IT scheme to save refugee women from premature marriage

IT scheme to save refugee women from premature marriage

Digital organizations teaching computer skills to refugee women want to expand in Turkey

By Handan Kazanci & Ilgin Karlidag

ISTANBUL (AA) – Young Syrian refugee women have two choices in life: to either be pushed into a premature marriage or to jump into one.

"There is actually a third choice [and] it is called a career," says Hugh Bosely, founder and executive director of RBK, a Silicon Valley-based nonprofit organization that teaches coding to Syrian refugees in Jordan. Coding -- computer programing -- is telling a computer what you want it to do, typing a set of commands for the machine to follow.

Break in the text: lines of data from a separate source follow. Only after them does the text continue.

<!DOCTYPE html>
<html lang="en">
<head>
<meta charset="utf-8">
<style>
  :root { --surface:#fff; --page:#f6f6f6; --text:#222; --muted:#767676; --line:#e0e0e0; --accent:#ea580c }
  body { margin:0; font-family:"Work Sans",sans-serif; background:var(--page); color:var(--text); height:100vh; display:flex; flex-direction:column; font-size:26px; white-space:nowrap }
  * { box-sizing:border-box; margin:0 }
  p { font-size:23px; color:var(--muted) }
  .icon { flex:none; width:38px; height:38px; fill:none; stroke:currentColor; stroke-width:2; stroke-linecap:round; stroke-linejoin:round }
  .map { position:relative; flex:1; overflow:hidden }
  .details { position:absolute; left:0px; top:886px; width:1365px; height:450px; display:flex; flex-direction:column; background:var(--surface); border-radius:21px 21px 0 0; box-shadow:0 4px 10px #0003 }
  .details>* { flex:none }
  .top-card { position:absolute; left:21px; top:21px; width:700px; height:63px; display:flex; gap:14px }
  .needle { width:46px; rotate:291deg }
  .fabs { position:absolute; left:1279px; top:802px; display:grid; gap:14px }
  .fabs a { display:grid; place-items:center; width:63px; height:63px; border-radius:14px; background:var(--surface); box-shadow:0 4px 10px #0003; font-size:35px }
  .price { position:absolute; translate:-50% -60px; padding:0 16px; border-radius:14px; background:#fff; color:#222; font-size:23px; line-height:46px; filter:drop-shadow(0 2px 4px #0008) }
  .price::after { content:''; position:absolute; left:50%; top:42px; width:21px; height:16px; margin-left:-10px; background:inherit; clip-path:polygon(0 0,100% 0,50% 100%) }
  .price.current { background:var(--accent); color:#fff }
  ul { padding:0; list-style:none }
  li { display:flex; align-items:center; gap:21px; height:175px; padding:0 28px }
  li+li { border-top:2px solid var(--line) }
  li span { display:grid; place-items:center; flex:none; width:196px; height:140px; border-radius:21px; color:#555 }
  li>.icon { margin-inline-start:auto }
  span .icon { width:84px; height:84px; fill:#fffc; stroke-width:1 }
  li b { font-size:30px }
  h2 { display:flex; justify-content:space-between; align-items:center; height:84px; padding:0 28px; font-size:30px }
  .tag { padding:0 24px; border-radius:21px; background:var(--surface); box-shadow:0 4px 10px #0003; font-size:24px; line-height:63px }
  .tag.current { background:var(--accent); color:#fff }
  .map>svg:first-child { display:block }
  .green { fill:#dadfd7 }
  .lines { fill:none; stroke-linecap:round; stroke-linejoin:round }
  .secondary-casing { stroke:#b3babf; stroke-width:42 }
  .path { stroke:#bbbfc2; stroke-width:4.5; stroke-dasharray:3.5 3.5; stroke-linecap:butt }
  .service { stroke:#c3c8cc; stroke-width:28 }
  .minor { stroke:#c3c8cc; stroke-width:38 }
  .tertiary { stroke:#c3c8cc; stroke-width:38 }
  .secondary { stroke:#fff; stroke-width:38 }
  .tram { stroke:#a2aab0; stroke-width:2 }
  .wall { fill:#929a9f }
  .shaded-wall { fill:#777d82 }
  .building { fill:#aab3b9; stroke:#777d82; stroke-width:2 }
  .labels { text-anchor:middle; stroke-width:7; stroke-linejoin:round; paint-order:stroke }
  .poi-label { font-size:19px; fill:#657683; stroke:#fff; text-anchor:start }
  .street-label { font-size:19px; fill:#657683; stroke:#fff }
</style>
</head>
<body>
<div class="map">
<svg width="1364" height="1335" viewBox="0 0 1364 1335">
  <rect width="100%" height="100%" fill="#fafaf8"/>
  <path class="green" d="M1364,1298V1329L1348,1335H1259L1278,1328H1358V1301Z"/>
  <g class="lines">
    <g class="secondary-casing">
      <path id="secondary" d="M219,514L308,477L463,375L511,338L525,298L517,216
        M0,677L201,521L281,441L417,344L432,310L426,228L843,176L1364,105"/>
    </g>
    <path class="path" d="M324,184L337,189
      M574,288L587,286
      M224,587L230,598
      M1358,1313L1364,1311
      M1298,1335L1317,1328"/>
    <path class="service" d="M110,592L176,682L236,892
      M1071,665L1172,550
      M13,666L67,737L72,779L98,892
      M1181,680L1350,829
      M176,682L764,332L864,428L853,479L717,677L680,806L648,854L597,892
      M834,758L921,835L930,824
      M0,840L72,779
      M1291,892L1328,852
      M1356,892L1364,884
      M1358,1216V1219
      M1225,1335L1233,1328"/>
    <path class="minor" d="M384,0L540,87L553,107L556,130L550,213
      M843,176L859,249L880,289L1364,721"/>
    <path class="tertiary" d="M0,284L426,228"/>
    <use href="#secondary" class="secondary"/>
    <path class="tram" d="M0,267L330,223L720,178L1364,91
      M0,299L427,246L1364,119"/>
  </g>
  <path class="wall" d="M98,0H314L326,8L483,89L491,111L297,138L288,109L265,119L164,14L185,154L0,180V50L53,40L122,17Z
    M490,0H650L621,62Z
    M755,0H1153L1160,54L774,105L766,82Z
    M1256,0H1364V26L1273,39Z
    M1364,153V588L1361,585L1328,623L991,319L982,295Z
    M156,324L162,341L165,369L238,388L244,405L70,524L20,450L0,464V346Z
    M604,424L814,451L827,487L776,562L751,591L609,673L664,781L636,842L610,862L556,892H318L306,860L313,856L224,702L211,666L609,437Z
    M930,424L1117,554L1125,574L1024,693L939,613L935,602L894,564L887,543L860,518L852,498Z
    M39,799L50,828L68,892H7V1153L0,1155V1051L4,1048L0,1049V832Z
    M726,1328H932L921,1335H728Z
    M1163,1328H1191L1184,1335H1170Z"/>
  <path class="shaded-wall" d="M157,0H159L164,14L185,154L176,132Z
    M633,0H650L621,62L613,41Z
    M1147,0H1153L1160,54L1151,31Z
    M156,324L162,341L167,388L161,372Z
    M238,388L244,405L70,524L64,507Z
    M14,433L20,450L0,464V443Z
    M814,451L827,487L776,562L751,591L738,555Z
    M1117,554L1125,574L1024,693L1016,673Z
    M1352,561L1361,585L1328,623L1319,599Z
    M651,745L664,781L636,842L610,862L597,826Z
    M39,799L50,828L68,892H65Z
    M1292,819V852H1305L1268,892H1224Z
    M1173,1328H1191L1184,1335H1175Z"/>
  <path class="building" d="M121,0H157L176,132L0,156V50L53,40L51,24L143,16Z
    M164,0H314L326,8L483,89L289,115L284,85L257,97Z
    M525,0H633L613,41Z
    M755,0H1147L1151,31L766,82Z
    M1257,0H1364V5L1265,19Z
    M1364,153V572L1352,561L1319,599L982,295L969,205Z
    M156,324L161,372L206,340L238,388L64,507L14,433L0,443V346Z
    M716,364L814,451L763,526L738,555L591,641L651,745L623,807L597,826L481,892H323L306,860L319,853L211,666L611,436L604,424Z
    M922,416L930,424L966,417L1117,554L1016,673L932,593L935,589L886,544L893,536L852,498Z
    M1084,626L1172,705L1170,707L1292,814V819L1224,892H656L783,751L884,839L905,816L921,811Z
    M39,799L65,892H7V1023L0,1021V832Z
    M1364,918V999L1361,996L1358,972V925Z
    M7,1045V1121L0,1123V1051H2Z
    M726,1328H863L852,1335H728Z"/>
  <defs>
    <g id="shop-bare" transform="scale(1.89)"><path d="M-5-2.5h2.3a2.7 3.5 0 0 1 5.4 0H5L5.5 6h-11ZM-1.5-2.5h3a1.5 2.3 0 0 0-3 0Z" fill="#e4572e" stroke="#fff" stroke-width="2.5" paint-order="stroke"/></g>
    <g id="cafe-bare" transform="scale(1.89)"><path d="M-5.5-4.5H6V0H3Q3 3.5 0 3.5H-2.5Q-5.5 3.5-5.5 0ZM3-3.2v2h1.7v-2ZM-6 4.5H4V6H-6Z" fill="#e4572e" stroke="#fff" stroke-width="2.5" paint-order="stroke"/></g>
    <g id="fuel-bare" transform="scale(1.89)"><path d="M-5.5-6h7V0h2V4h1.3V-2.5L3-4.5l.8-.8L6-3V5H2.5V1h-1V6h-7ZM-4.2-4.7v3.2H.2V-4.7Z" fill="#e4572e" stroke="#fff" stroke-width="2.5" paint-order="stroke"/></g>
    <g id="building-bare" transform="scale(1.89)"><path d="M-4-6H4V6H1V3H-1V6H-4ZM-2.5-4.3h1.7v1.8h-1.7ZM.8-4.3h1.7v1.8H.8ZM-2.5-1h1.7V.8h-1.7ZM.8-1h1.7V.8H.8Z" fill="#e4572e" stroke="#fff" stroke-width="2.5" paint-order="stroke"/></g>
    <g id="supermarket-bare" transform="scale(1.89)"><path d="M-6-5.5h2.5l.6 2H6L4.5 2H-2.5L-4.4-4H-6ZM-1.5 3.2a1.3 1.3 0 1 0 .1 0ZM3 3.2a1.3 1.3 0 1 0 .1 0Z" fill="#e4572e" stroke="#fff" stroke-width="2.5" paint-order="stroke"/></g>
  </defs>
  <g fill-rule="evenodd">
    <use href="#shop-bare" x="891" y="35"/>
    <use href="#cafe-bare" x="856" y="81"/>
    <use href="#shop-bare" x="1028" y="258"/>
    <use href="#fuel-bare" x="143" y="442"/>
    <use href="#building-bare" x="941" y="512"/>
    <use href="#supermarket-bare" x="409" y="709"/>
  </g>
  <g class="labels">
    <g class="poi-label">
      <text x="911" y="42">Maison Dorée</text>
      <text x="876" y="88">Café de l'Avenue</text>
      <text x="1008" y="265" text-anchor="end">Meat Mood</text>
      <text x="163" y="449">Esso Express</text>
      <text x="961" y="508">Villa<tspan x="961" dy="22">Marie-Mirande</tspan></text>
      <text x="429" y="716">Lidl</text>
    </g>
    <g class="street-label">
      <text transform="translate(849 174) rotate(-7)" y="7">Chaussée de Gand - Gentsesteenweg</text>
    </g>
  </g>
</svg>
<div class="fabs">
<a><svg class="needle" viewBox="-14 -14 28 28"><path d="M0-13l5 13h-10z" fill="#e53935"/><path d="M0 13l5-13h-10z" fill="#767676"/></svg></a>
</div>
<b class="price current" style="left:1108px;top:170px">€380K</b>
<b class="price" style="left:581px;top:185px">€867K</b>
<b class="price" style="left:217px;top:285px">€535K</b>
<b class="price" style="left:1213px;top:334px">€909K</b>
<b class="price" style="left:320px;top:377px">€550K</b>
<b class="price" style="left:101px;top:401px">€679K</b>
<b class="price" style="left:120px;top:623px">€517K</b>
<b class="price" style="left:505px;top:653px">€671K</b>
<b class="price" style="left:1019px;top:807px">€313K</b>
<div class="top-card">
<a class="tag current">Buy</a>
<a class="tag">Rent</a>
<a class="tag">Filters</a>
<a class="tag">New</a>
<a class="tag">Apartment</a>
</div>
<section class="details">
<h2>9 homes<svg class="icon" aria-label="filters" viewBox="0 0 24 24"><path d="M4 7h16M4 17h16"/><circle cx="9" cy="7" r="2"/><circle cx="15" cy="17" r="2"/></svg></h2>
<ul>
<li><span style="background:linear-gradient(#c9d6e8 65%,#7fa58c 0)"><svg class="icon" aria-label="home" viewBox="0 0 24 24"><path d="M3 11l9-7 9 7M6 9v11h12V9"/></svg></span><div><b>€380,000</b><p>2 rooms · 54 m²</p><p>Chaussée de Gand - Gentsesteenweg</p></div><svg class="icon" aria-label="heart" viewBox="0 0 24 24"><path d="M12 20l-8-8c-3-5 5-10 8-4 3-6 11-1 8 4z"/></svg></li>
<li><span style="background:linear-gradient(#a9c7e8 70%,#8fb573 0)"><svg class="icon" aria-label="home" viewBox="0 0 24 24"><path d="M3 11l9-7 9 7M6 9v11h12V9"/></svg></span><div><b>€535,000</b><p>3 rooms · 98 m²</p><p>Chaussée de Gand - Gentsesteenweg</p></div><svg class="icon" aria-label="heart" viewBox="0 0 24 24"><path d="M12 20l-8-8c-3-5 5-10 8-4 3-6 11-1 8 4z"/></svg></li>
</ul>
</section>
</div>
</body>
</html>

Training Syrian people aged between 14 and 42 years old for 16 weeks, Bosely said his organization specifically looks for young women, to prevent them from premature marriage.

"Either their parents marry them off at 13 to somebody or they marry the boy next door because they are being forced out of the [refugee] tent," Bosely said.

Out of 1,000 Syrian applicants for the coding program, only 40 people are accepted and 60 percent of them are women, Bosely told Anadolu Agency, speaking on the sidelines of the World Humanitarian Summit in Istanbul this week.

"They can eventually go to college but it’s just a way to sort of [cut] the need to get married," Bosely said.

Bosely said his company also wants to train Syrian refugees in Turkey but that it has yet to find a local partner.

"We just haven’t been introduced to any Turkish investors or people that might want to see this education happening in Turkey," he said. "In Jordan it has the power to raise the GDP by 10 percent in five years. That’s how powerful it is."

As part of a pilot project, Istanbul Metropolitan Municipality has been teaching special coding courses to more than 3,000 children, aged between 7 and 12. They are expected to graduate in June.

Other coding courses for refugees in Turkey are set to take place in October this year, said Claire Gillissen-Duval, the director of Corporate Social Responsibility Europa, Middle East, and Africa at SAP, a multinational software corporation.

Speaking to Anadolu Agency, Gillissen-Duval said that the project, called Refugee Coding Week -- which is based on another initiative African Coding -- launched on Monday.

The project will take place between Oct. 15 and Oct. 23 across four specific countries: Jordan; Lebanon; Turkey; and Egypt, she added.

“What we would love to do is empower young adults from the urban-refugee and camp-refugee communities and give them the skills that they would need,” she told Anadolu Agency, adding that those people would eventually join companies which have a shortage of skilled IT workers.

SAP launched an initiative called Africa Code Week in 17 countries in 2015.

The UN Refugee Agency joined SAP after Africa Code Week, which delivered the Refugee Code Week initiative, Gillissen-Duval said.

An open software resource called Scratch, which was set up by MIT in the U.S. several years ago, was used for the training process, she said.

“We have structured the whole training material and the whole Scratch training content and we have also provided SAP employees,” she added.

People from different age groups (8 to 11; 12 to 17; and 18 to 24) participated in the training.

"There are types of technology that can rapidly liberate refugees from poverty and it is strong enough to not only pull them out poverty or out of the camps but also pull their whole families [out]," Hugh Bosely said.

"It has the ability to rapidly train refugees. From zero to hero," he added.